A beating heart surgery

Developed by Wolf, a professor of cardiothoracic surgery and director of University of Cincinnati's Center for Surgical Innovation, the technique requires surgeons to use special instruments Wolf helped design. The Wolf Mini-Maze procedure combines an "ablation" method and the "maze" procedure, without performing traditional open heart surgery.
Dr. Deemy Rekkas
"Until recently, surgical treatment for atrial fibrillation meant a highly involved and risky open-chest operation," explains Rekkas who has performed seven mini-maze procedures in the last six months and is the only female surgeon in the world performing the new technique. "The procedure is referred to as beating heart surgery and requires no heart or lung machine."

Instead, Rekkas says, surgeons operate on the pulmonary veins through three tiny incisions in the sides of the chest. "The pulmonary veins are trigger sites for atrial fibrillation, she explains. "I isolate the pulmonary veins and perform a radiofrequency ablation or controlled burn, effectively zapping these trigger sites. A special pen allows me to also test other sites, checking for problem areas using established map guides."
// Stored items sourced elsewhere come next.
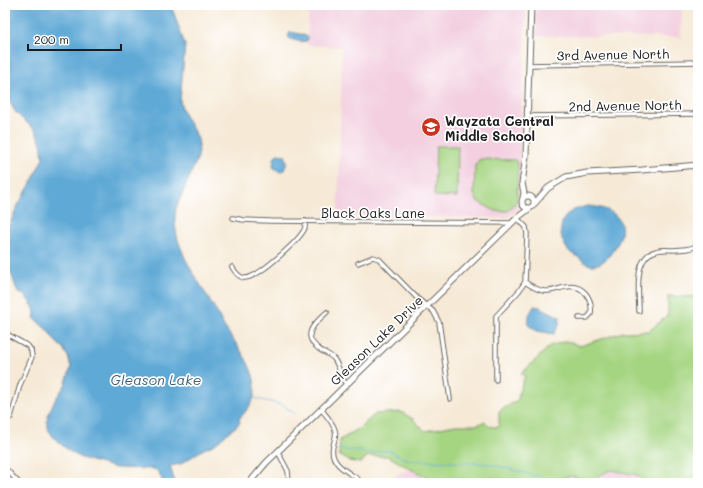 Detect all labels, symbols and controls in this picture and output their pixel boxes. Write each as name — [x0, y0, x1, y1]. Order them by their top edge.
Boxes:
scale bar — [28, 26, 121, 52]
text: 200 m — [34, 31, 69, 47]
street label: 3rd Avenue North — [557, 45, 669, 63]
street label: 2nd Avenue North — [568, 96, 682, 114]
place label: Wayzata Central Middle School — [445, 112, 554, 144]
school or university icon: Wayzata Central Middle School — [420, 116, 442, 138]
street label: Black Oaks Lane — [321, 204, 425, 221]
street label: Gleason Lake Drive — [326, 291, 426, 389]
water label: Gleason Lake — [111, 370, 201, 389] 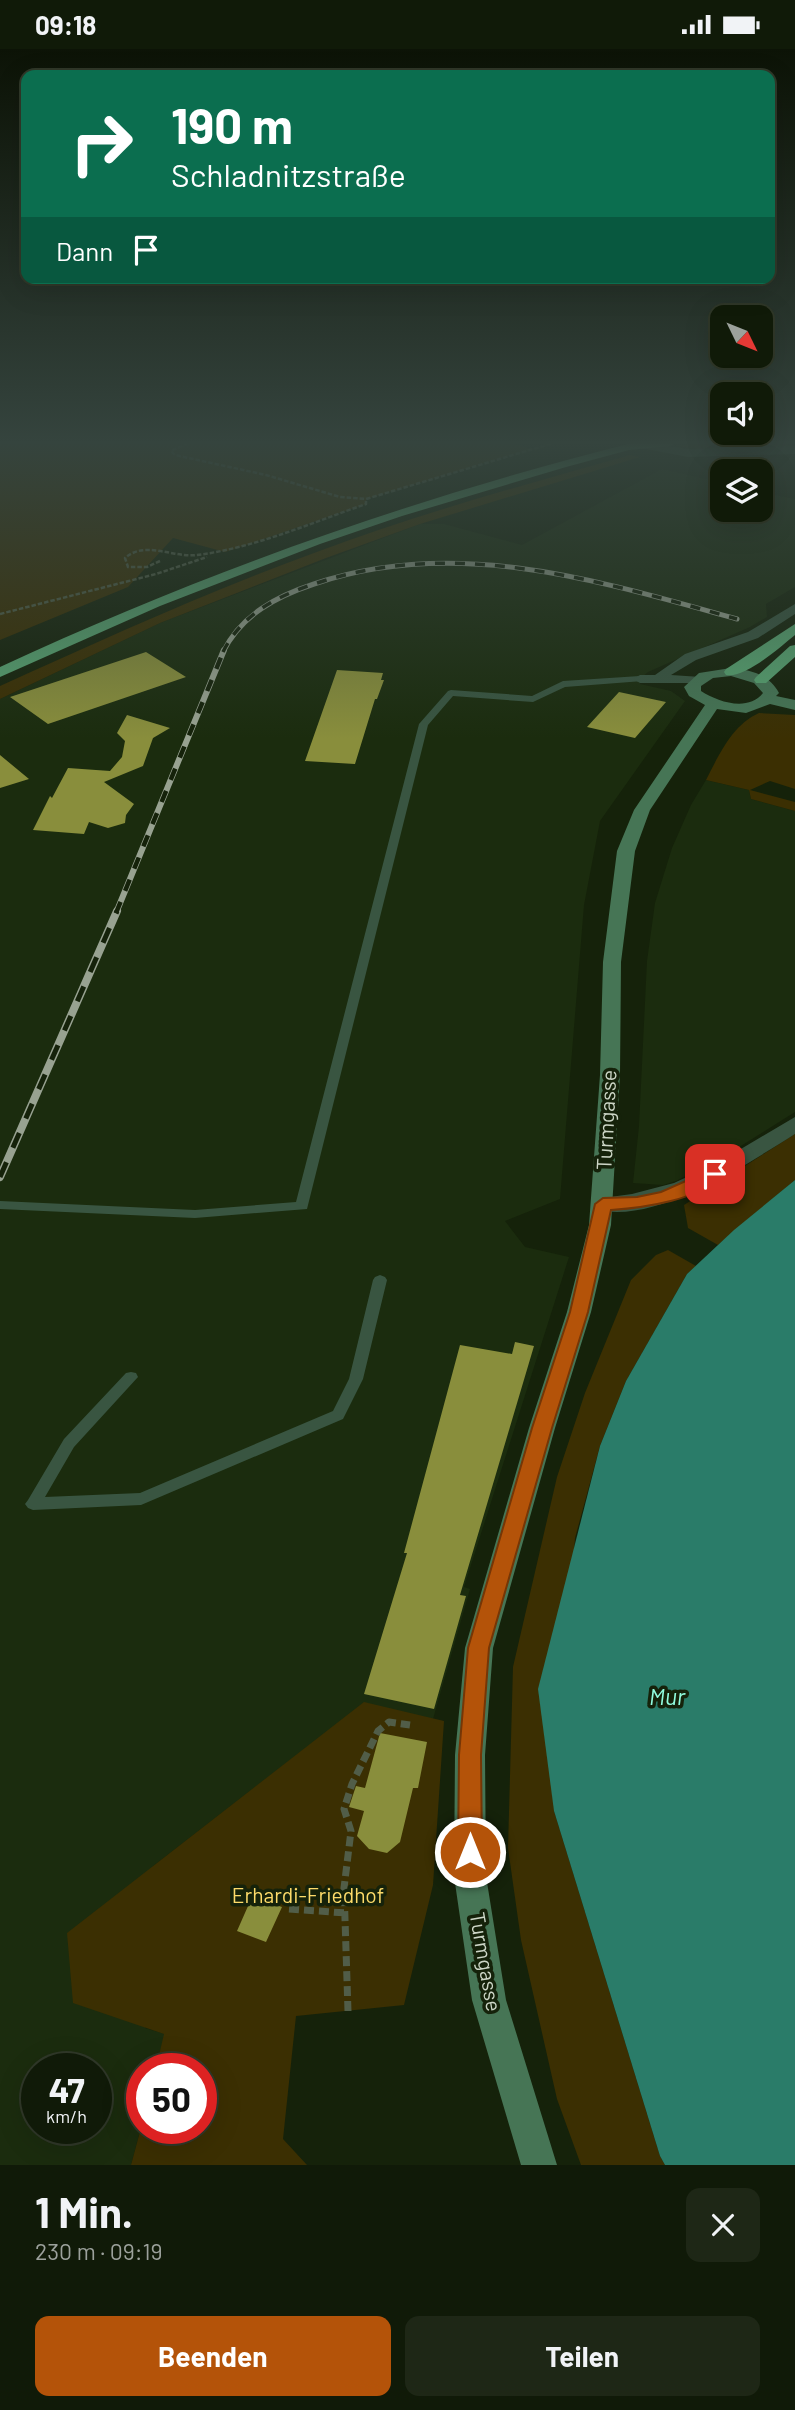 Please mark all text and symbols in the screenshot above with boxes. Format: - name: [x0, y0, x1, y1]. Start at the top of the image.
- text: 09:18: [35, 9, 96, 40]
- text: 190 m: [171, 95, 293, 154]
- icon: right: [56, 98, 147, 189]
- text: Schladnitzstraße: [171, 155, 406, 193]
- icon: arrive: [127, 231, 165, 269]
- text: Dann: [56, 235, 113, 266]
- north arrow: [710, 305, 774, 367]
- map controls: [710, 305, 773, 522]
- button: sound: [710, 382, 773, 445]
- button: layers: [710, 459, 773, 522]
- street label: Turmgasse: [590, 1069, 621, 1171]
- pin: [685, 1144, 745, 1204]
- icon: arrive: [696, 1155, 734, 1193]
- water label: Mur: [649, 1682, 686, 1710]
- position arrow: [433, 1815, 507, 1889]
- park label: Erhardi-Friedhof: [232, 1882, 384, 1907]
- street label: Turmgasse: [465, 1910, 508, 2013]
- speed limit sign: 50: [126, 2053, 217, 2144]
- text: 47: [48, 2068, 85, 2110]
- text: km/h: [46, 2105, 87, 2127]
- text: 1 Min.: [35, 2186, 133, 2236]
- button: close: [686, 2188, 760, 2262]
- text: 230 m · 09:19: [35, 2237, 163, 2265]
- button: Beenden: [35, 2316, 391, 2396]
- button: Teilen: [405, 2316, 760, 2396]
Rekkas notes that at the time of surgery, she also removes a left appendage site where blood frequently pools and clots form."Otherwise," she adds, "when heartbeat is restored, it's not uncommon for these clots to move and cause patients to stroke."

'Results are encouraging'

The mini-maze procedure is a relative new offering that remains a work in progress, says Dr. Hemal Nayak, medical director of electrophysiology and a heart rhythm specialist at Alexian Brothers Medical Center.

Dr. Hemal Nayak

"We still have a lot to learn, but results are encouraging," he notes. "With the growing number of baby boomers now reaching 65, we expect the incidence of atrial fibrillation to increase."

Dr. Nayak explains that the ideal candidate for the mini-maze procedure is a adult with symptoms such as shortness of breath and an erratic racing heartbeat that tends to come and go. "Many patients may find they can't tolerate blood thinning medications due to bleeding or bruising, others may seek answers when anti-arrhythmic medications fail to work over time," he notes.

"Most patients are free of other significant coronary disease, having only a primary electrical problem."